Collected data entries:
────────────────────
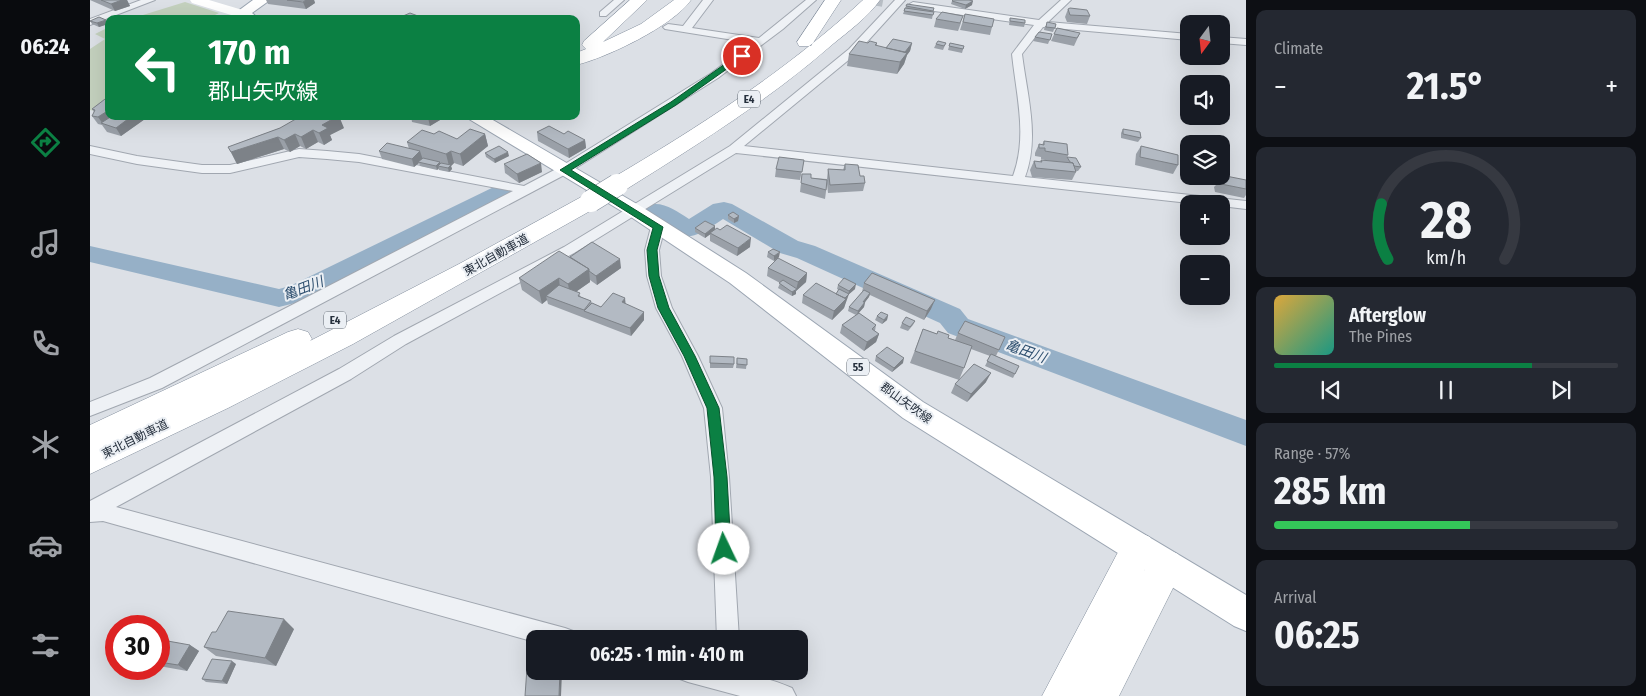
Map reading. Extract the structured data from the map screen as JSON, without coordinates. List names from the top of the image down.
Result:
{
  "streets": {
    "highway": ["E4", "東北自動車道"],
    "main road": ["55", "郡山矢吹線"]
  },
  "crossings": [
    ["東北自動車道", "郡山矢吹線"]
  ],
  "water": ["亀田川"],
  "north": "bottom",
  "page": {
    "tabs": "06:24",
    "tile": [
      "Climate",
      ["Range · 57%", "285 km"],
      ["Arrival", "06:25"]
    ],
    "map_buttons": ["+", "−"],
    "turn": ["170 m", "郡山矢吹線"],
    "heat": ["−", "21.5°", "+"],
    "song": ["Afterglow", "The Pines"],
    "limit": "30",
    "trip": "06:25 · 1 min · 410 m",
    "gauge": ["28", "km/h"]
  }
}
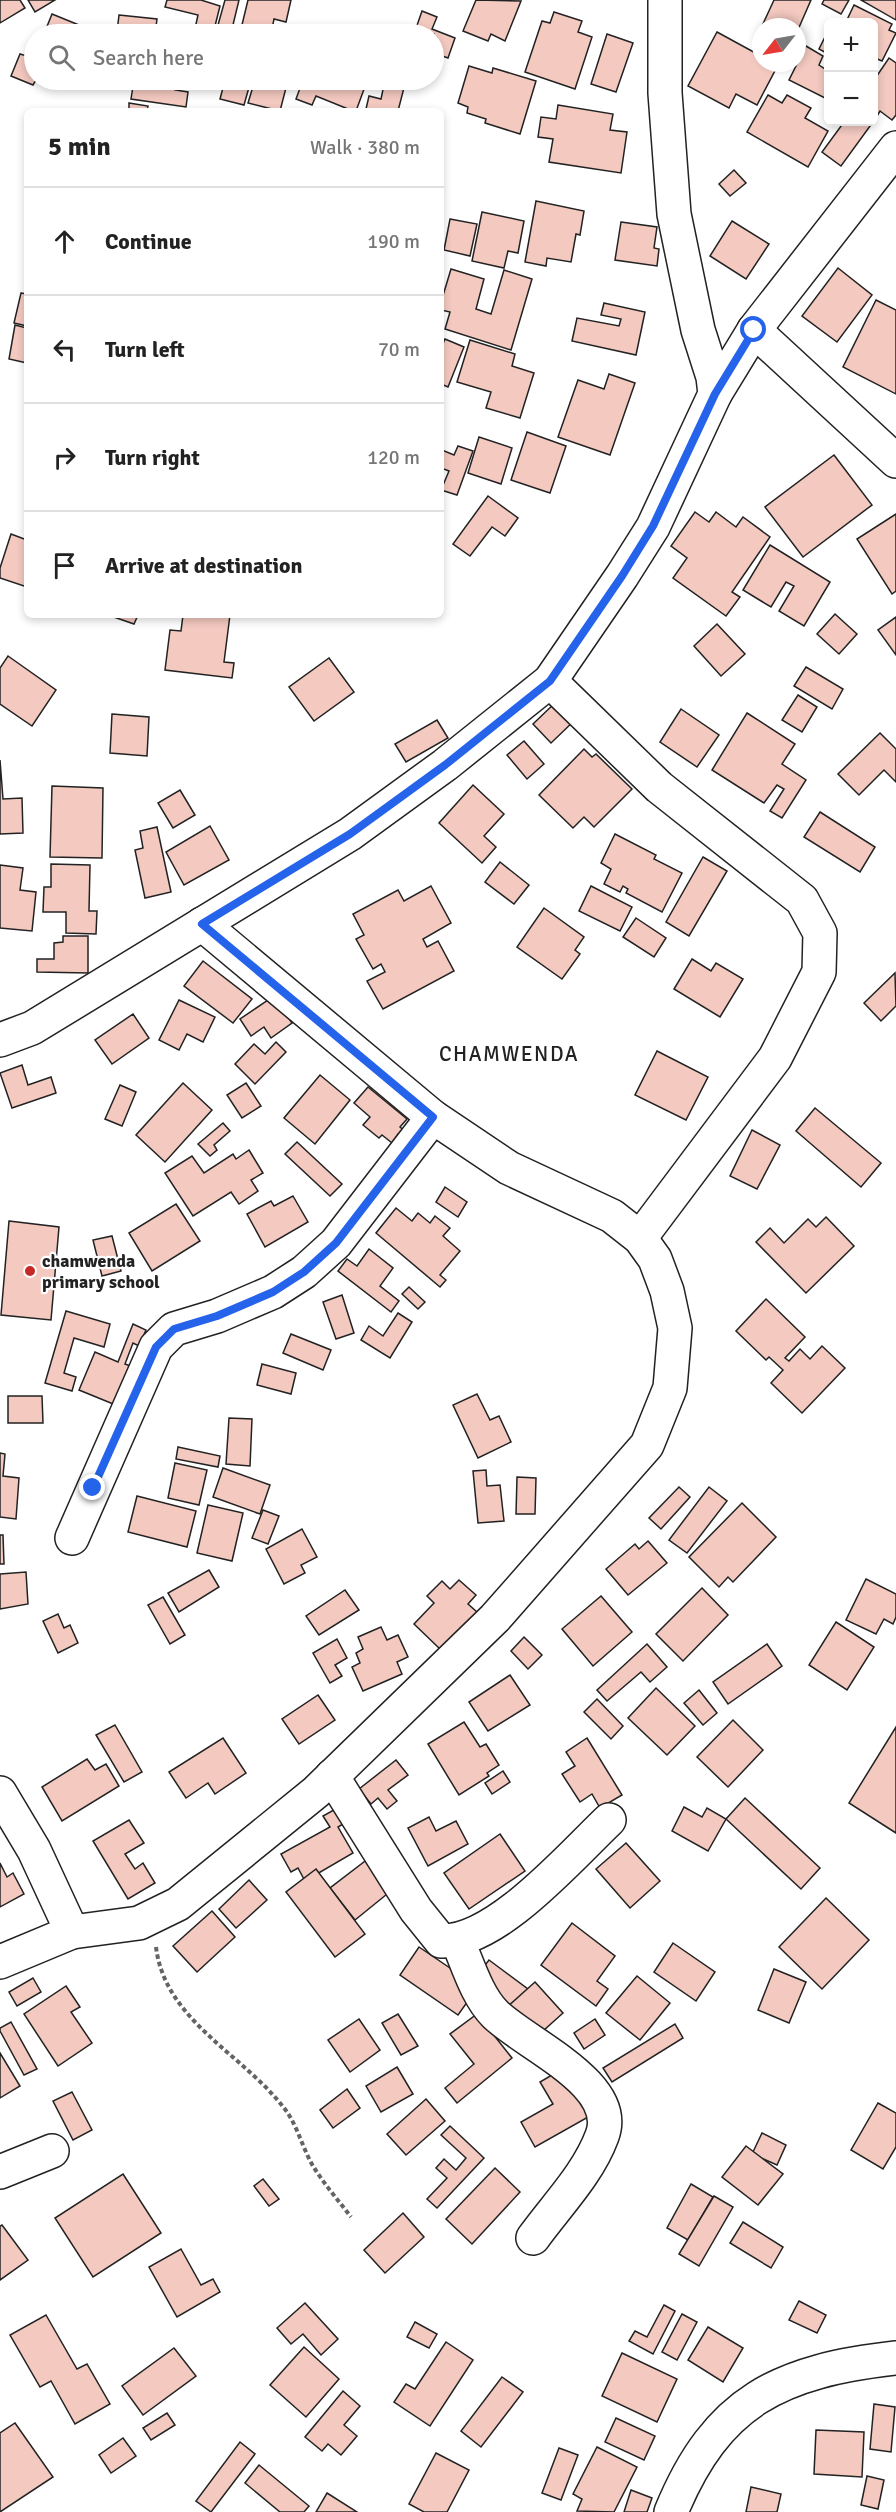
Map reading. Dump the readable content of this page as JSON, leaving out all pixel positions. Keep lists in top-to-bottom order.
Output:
{
  "districts": ["CHAMWENDA"],
  "places": ["chamwenda primary school"],
  "north": "bottom left",
  "page": {
    "map_buttons": ["+", "−"],
    "search": "Search here",
    "heading": ["5 min", "Walk · 380 m"],
    "list": [
      ["Continue", "190 m"],
      ["Turn left", "70 m"],
      ["Turn right", "120 m"],
      "Arrive at destination"
    ]
  }
}
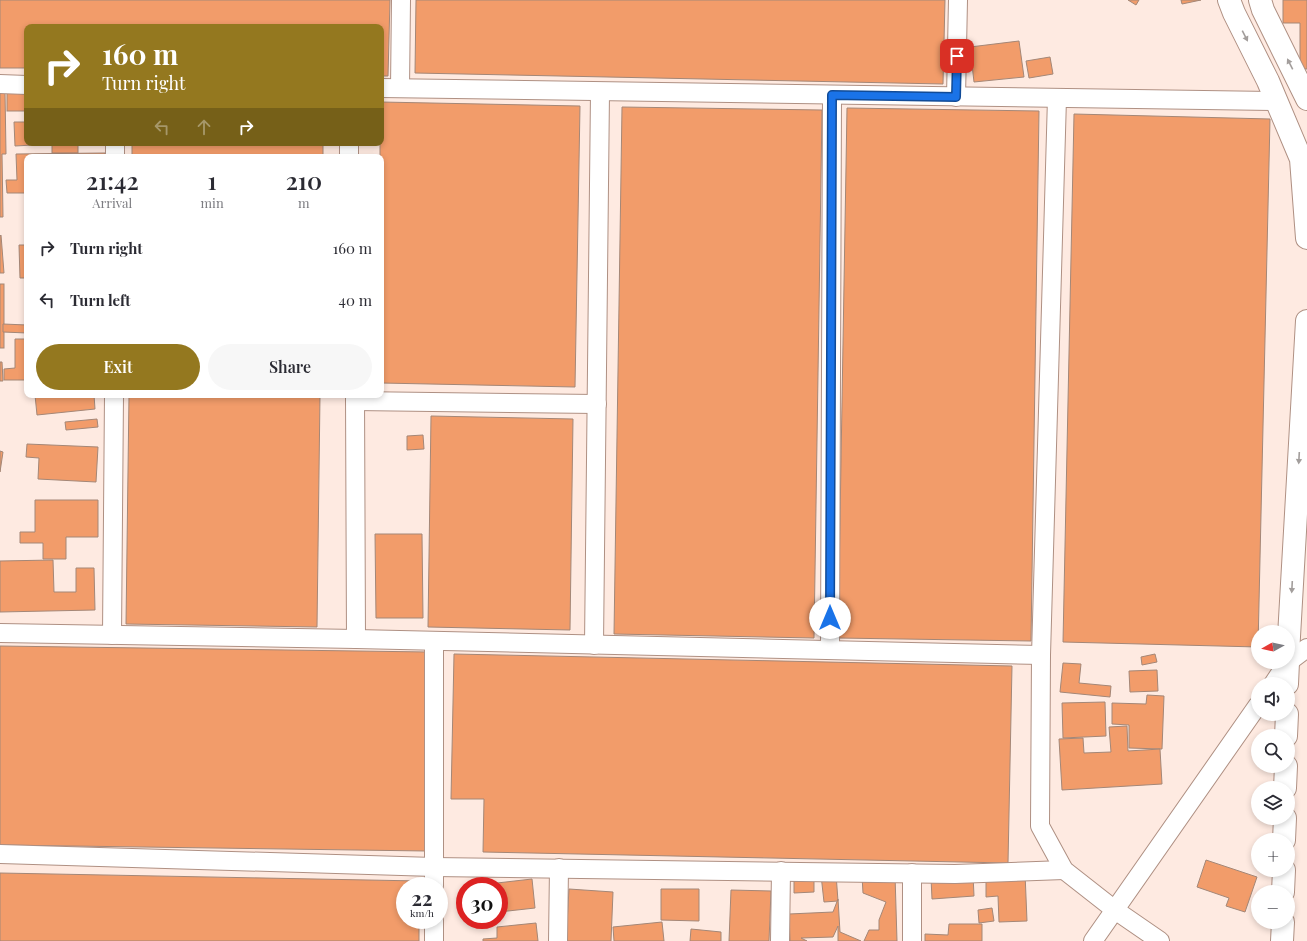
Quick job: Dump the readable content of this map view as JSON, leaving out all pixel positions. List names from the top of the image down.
{
  "north": "left",
  "page": {
    "turn": ["160 m", "Turn right"],
    "eta": [
      "21:42",
      "Arrival",
      "1",
      "min",
      "210",
      "m"
    ],
    "list": [
      {
        "name": "Turn right",
        "value": "160 m"
      },
      {
        "name": "Turn left",
        "value": "40 m"
      }
    ],
    "buttons": ["Exit", "Share"],
    "map_buttons": ["+", "−"],
    "speed": "22 km/h",
    "limit": "30"
  }
}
────────────────────
**EXERCISE AIM:**
The result should be an exact copy of every entry above, with no pictures included.

**SOLUTION TO THIS EXERCISE:**
Map reading. Extract the structured data from the map screen as JSON, without coordinates. List names from the top of the image down.
Result:
{
  "streets": {
    "highway": ["E4", "東北自動車道"],
    "main road": ["55", "郡山矢吹線"]
  },
  "crossings": [
    ["東北自動車道", "郡山矢吹線"]
  ],
  "water": ["亀田川"],
  "north": "bottom",
  "page": {
    "tabs": "06:24",
    "tile": [
      "Climate",
      ["Range · 57%", "285 km"],
      ["Arrival", "06:25"]
    ],
    "map_buttons": ["+", "−"],
    "turn": ["170 m", "郡山矢吹線"],
    "heat": ["−", "21.5°", "+"],
    "song": ["Afterglow", "The Pines"],
    "limit": "30",
    "trip": "06:25 · 1 min · 410 m",
    "gauge": ["28", "km/h"]
  }
}
Map reading. Dump the readable content of this page as JSON, leaving out all pixel positions. Keep lists in top-to-bottom order.
Output:
{
  "districts": ["CHAMWENDA"],
  "places": ["chamwenda primary school"],
  "north": "bottom left",
  "page": {
    "map_buttons": ["+", "−"],
    "search": "Search here",
    "heading": ["5 min", "Walk · 380 m"],
    "list": [
      ["Continue", "190 m"],
      ["Turn left", "70 m"],
      ["Turn right", "120 m"],
      "Arrive at destination"
    ]
  }
}
Quick job: Dump the readable content of this map view as JSON, leaving out all pixel positions. List names from the top of the image down.
{
  "north": "left",
  "page": {
    "turn": ["160 m", "Turn right"],
    "eta": [
      "21:42",
      "Arrival",
      "1",
      "min",
      "210",
      "m"
    ],
    "list": [
      {
        "name": "Turn right",
        "value": "160 m"
      },
      {
        "name": "Turn left",
        "value": "40 m"
      }
    ],
    "buttons": ["Exit", "Share"],
    "map_buttons": ["+", "−"],
    "speed": "22 km/h",
    "limit": "30"
  }
}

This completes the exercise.